Exercise requirements. Your task is to copy the lines of the data below from the line holding "M368,1083L530,996L547,989L627,970L637,962L645,930" through the line holding "<!-- route -->", inclusive, exactly and with nothing added.
*** Records for the task Section Begins ***
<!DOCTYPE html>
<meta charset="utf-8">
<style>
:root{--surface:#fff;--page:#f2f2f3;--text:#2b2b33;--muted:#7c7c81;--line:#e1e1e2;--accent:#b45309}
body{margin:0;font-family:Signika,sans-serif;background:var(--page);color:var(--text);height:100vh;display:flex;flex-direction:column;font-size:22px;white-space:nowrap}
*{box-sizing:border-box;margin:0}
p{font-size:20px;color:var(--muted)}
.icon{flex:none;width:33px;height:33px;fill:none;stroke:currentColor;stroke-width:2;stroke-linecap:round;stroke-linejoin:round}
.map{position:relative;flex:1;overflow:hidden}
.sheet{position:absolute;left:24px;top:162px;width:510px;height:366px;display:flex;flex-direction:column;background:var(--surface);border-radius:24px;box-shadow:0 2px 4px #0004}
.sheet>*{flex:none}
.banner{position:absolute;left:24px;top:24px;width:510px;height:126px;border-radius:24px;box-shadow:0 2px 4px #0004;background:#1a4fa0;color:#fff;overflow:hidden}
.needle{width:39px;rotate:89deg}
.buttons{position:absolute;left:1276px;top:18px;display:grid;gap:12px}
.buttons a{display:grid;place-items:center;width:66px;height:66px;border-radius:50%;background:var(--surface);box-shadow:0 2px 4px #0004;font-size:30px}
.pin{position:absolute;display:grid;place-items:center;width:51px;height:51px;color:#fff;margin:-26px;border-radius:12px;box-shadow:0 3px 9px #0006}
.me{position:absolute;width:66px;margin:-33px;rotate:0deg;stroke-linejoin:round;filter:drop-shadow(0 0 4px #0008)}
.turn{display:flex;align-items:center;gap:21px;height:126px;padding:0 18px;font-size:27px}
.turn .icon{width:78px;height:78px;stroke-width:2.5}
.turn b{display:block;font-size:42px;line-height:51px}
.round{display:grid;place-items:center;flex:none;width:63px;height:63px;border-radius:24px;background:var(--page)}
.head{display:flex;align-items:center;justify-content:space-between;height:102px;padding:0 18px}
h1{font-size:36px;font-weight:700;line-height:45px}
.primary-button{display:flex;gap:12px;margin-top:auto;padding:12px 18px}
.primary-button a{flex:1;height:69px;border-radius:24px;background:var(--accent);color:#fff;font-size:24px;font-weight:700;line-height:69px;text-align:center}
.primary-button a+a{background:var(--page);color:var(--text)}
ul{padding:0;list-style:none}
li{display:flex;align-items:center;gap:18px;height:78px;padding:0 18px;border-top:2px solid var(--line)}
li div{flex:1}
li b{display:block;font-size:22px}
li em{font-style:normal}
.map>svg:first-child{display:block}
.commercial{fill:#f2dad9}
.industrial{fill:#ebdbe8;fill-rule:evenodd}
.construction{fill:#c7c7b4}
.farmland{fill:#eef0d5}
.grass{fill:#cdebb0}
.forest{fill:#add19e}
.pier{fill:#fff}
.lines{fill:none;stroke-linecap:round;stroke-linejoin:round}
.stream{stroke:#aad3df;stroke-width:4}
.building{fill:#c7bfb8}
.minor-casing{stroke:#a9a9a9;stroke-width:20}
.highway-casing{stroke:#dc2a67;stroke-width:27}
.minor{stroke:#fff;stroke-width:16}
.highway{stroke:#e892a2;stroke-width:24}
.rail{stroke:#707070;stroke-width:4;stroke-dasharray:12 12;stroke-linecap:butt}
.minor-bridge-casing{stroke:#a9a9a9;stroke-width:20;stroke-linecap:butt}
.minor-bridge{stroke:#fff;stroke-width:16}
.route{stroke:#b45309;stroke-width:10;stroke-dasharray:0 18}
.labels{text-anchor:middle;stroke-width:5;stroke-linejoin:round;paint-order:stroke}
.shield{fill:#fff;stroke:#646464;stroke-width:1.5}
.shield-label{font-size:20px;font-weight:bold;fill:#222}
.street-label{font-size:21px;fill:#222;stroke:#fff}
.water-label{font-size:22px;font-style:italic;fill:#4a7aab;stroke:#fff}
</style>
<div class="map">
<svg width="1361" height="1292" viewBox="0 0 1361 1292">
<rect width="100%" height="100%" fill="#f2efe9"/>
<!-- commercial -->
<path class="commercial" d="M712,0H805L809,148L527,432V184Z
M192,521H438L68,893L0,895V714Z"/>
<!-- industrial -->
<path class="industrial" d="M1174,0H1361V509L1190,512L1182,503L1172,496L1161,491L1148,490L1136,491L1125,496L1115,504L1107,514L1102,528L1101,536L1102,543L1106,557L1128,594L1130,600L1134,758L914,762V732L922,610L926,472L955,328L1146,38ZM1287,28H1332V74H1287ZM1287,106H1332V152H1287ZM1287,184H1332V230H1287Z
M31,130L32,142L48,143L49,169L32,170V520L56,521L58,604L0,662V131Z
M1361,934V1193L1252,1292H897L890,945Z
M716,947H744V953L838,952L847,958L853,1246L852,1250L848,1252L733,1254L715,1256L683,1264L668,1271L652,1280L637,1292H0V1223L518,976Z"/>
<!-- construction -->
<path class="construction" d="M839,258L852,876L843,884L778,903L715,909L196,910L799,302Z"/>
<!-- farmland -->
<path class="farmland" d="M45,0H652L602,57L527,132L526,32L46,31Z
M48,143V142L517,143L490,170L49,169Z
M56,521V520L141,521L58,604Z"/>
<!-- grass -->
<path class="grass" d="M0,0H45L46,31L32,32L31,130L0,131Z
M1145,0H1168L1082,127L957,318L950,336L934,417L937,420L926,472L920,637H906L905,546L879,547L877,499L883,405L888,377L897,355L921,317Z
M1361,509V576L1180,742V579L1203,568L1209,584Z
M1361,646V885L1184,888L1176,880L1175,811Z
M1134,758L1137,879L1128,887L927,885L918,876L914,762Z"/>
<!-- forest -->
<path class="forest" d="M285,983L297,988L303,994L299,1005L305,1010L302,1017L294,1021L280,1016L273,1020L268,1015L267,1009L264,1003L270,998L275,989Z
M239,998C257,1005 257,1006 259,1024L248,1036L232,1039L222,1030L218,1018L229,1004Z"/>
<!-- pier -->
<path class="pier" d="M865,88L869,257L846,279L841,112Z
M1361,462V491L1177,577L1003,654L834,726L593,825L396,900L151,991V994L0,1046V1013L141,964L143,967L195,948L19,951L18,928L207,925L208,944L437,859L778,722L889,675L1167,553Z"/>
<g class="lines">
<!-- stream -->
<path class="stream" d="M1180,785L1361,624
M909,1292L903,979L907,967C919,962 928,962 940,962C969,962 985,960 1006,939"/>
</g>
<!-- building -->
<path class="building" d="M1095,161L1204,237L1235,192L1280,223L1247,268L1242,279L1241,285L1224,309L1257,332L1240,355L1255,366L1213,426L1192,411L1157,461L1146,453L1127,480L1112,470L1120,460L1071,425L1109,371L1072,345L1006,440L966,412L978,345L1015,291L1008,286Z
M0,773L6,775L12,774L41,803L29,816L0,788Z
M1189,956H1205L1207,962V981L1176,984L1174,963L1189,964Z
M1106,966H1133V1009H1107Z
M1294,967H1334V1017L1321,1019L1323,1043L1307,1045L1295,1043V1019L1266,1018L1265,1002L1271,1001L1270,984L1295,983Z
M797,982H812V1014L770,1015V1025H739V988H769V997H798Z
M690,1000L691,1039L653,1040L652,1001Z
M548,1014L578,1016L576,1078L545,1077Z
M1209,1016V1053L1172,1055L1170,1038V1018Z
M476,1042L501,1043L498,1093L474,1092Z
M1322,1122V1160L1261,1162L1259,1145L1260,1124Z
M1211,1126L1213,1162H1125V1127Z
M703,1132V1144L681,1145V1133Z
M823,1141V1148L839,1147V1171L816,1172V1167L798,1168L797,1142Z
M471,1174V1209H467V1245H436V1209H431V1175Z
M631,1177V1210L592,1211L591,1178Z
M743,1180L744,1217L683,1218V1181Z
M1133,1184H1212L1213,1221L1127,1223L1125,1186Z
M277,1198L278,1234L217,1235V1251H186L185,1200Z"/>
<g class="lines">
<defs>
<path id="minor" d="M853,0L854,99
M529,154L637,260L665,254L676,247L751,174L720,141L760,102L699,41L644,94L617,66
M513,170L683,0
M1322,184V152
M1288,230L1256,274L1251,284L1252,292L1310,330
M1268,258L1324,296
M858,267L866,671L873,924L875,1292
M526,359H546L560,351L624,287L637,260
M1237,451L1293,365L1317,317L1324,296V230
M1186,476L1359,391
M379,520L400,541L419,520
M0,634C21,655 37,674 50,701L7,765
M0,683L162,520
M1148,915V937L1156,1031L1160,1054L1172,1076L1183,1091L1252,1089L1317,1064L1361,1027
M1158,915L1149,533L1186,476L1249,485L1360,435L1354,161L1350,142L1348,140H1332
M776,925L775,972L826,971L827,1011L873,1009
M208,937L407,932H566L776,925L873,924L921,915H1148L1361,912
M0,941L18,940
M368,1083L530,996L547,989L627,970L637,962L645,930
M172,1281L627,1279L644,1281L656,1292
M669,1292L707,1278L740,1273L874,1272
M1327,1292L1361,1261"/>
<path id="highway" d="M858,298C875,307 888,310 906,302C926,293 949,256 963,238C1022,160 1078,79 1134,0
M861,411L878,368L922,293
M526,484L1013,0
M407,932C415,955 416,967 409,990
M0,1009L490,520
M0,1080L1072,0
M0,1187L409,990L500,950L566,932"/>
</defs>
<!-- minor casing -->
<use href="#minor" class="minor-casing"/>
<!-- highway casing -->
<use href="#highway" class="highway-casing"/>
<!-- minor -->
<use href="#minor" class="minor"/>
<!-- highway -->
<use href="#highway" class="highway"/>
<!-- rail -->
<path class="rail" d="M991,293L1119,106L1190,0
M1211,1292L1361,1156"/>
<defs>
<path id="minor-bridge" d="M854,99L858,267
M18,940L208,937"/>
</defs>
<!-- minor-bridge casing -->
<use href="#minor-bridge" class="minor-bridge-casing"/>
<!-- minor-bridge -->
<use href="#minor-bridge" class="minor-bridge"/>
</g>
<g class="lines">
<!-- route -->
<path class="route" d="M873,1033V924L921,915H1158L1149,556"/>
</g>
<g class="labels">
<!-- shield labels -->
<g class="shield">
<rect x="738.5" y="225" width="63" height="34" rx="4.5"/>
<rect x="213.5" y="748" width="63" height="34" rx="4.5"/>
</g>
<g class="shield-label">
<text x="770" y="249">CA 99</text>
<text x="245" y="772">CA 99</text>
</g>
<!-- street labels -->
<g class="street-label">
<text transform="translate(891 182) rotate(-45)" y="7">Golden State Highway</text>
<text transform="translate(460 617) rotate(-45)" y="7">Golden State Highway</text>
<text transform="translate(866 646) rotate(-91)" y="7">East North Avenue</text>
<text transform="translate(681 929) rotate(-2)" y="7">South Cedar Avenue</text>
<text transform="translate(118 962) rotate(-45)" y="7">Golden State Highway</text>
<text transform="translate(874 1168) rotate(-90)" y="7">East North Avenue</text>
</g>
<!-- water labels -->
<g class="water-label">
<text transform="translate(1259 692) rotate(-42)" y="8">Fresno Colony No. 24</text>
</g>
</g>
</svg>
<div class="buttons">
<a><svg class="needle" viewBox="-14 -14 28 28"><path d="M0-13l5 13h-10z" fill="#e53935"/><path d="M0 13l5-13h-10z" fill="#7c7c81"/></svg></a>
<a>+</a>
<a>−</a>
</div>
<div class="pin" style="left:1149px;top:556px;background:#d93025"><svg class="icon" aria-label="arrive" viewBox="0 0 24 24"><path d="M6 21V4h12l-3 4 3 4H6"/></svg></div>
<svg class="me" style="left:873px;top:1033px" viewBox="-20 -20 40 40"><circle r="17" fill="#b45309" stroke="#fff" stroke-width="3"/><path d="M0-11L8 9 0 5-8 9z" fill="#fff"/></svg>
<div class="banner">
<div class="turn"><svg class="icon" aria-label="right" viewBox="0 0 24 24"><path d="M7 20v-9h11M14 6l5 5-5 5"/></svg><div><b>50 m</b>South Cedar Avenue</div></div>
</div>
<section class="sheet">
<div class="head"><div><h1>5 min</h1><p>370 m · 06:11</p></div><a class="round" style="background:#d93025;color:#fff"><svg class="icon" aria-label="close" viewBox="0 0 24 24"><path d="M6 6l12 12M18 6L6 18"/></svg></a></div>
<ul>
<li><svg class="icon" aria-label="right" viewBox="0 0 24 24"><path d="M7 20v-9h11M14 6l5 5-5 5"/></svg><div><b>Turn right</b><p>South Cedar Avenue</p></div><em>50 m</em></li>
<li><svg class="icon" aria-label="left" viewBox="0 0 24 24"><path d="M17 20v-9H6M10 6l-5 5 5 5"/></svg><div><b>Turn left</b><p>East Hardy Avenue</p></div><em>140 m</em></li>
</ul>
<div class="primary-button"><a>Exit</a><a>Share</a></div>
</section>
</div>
*** Records for the task Section Ends ***
Your solution.
M368,1083L530,996L547,989L627,970L637,962L645,930
M172,1281L627,1279L644,1281L656,1292
M669,1292L707,1278L740,1273L874,1272
M1327,1292L1361,1261"/>
<path id="highway" d="M858,298C875,307 888,310 906,302C926,293 949,256 963,238C1022,160 1078,79 1134,0
M861,411L878,368L922,293
M526,484L1013,0
M407,932C415,955 416,967 409,990
M0,1009L490,520
M0,1080L1072,0
M0,1187L409,990L500,950L566,932"/>
</defs>
<!-- minor casing -->
<use href="#minor" class="minor-casing"/>
<!-- highway casing -->
<use href="#highway" class="highway-casing"/>
<!-- minor -->
<use href="#minor" class="minor"/>
<!-- highway -->
<use href="#highway" class="highway"/>
<!-- rail -->
<path class="rail" d="M991,293L1119,106L1190,0
M1211,1292L1361,1156"/>
<defs>
<path id="minor-bridge" d="M854,99L858,267
M18,940L208,937"/>
</defs>
<!-- minor-bridge casing -->
<use href="#minor-bridge" class="minor-bridge-casing"/>
<!-- minor-bridge -->
<use href="#minor-bridge" class="minor-bridge"/>
</g>
<g class="lines">
<!-- route -->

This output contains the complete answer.